This is not dispositive of the question of constitutional standing by itself, however, because the law is well-settled that a statute cannot grant standing to parties whose claims do not rise to the constitutional threshold.18 When a person alleges a concrete, particularized, and individual injury by virtue of the operation of a statute, however, Article III standing to challenge that statute's execution usually obtains.19 We therefore hold that Plaintiffs-Appellees' allegations of injury flowing from the Registrar's failure to comply with the statute satisfy the prerequisites of injury-in-fact for Article III standing purposes.20
B. Full Faith and Credit
Turning to the substantive claims at issue, we first consider whether, under the United States Constitution, Louisiana owes full faith and credit to the New York adoption decree. The Registrar asserts several rationalizations why Louisiana does not owe full faith and credit to the decree as a constitutional matter, and she categorizes the argument based on them as an alternative to her argument that Louisiana's out-of-state adoption statute does not, by its plain meaning, require her to issue a new Certificate. As we need consider La.Rev.Stat. Ann. § 40:76 only if Louisiana owes full faith and credit to the New York decree,21 we first address full faith and credit.
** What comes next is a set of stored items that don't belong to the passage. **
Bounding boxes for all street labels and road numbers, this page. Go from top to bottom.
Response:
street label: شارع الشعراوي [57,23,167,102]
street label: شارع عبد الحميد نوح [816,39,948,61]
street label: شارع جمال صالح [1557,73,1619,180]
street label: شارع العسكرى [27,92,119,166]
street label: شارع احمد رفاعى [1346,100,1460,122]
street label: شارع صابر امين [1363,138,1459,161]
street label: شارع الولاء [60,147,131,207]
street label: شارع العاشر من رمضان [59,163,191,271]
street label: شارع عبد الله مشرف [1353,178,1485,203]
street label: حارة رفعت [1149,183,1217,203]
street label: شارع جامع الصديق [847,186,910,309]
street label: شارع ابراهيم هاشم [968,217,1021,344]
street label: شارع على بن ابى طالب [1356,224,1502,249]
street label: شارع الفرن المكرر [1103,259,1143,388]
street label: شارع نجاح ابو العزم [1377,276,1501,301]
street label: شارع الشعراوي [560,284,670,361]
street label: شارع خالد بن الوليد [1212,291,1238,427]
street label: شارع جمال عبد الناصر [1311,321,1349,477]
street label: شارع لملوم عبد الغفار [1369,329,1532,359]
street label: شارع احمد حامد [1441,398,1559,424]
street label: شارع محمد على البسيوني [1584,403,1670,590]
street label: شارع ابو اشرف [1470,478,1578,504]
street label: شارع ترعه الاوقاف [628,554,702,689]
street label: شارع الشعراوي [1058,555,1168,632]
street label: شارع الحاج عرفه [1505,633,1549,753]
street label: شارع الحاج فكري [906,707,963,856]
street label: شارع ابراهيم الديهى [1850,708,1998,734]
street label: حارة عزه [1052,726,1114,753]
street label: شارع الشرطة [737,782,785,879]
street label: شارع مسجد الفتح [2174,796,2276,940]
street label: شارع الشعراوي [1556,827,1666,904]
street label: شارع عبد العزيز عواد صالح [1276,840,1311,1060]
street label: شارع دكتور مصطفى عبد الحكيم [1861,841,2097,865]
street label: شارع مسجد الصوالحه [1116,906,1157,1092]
1. The Full Faith and Credit Clause
The Full Faith and Credit Clause of the United States Constitution reads:
Full Faith and Credit shall be given in each State to the public Acts, Records, and judicial Proceedings of every other State. And the Congress may by general Laws prescribe the Manner in which such Acts, Records and Proceedings shall be proved, and the Effect thereof.22
Congress enacted implementing legislation for the Clause in 179023 and has amended that legislation only once, in 1948.24 The Supreme Court first interpreted the Clause in Mills v. Duryee to require that an out-of-state judgment be given the same effect in the several states as it would be given in the adjudicating state.25 Such expansive full faith and credit was later held not to be owed to a statute enacted in another state, however, when the forum state is competent to legislate on the matter.26
The Supreme Court's most recent full faith and credit decision dealing with judgments, Baker ex rel. Thomas v. General Motors Corp.,27 both reiterates that full faith and credit is owed to out-of-state judgments28 and explains the “exacting”29 nature of this duty. Important to the instant appeal, the Court in Baker emphasized that there are no “roving public policy exceptions” to the Clause;30 that is, the forum state may not refuse to recognize31 an out-of-state judgment on the grounds that the judgment would not obtain in the forum state.32 Although the duty of recognition that is owed is “exacting,” however, it is not absolute. For example, even though the forum state may not refuse to enforce the judgment of the adjudicating state, the forum state is not required to substitute the adjudicating state's provisions for the enforcement of judgments for their own.33 The substantive issues adjudicated in that state are afforded full faith and credit; within particular bounds, the provisions for enforcing that judgment are determined by the law of the forum state.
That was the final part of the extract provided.